• **What you are asked to do**
Collect from the data below each line with "Eucalipto".

Records from a dataset

########

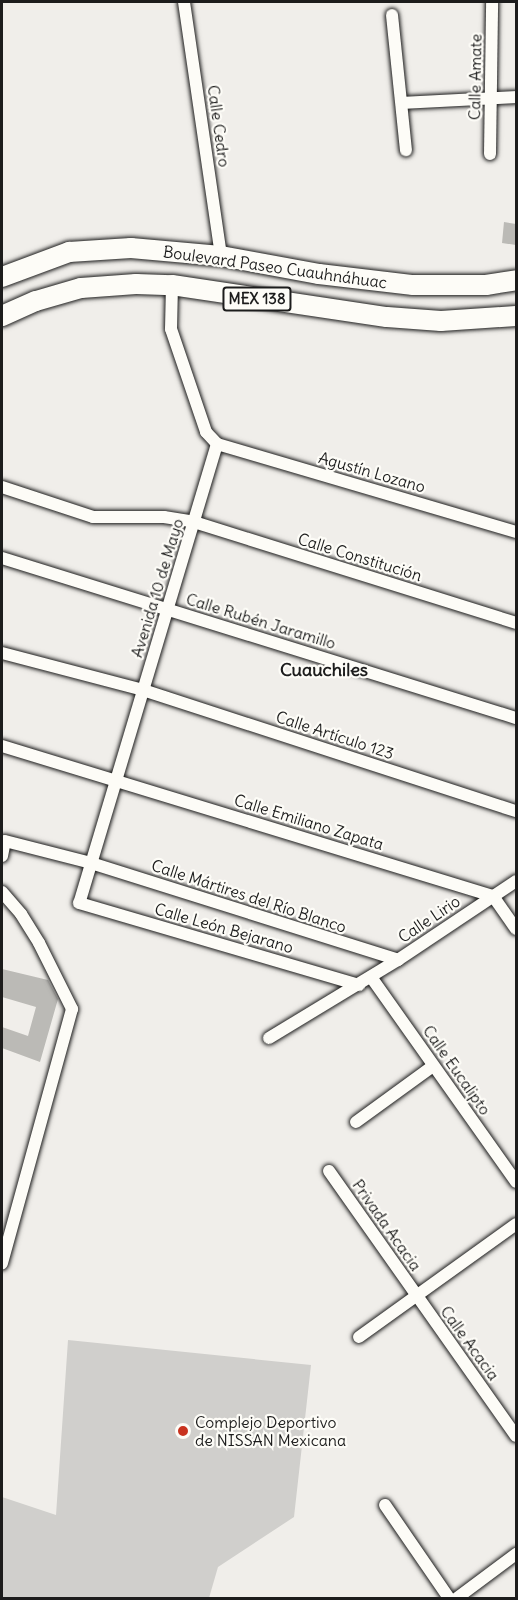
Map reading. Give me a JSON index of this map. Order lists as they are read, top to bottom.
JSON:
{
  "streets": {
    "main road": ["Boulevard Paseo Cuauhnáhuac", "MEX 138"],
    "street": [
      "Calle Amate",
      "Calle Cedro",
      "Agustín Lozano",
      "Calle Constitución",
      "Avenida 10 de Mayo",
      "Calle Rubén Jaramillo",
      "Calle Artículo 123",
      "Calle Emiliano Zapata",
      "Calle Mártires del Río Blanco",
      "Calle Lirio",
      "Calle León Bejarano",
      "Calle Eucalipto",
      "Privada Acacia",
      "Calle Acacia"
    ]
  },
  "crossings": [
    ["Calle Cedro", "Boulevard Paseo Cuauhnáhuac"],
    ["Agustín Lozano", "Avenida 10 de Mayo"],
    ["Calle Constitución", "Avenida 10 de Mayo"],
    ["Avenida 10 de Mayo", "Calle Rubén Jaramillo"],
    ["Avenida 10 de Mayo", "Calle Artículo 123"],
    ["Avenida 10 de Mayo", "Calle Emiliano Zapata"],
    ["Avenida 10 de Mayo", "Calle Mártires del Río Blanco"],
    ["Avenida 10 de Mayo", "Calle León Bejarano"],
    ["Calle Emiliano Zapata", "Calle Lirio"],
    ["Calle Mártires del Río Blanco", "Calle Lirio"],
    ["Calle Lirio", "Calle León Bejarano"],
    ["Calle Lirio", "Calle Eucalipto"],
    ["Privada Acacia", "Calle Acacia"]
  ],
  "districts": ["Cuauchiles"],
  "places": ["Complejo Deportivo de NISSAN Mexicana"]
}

########

• **Exercise solution**
      "Calle Eucalipto",
    ["Calle Lirio", "Calle Eucalipto"],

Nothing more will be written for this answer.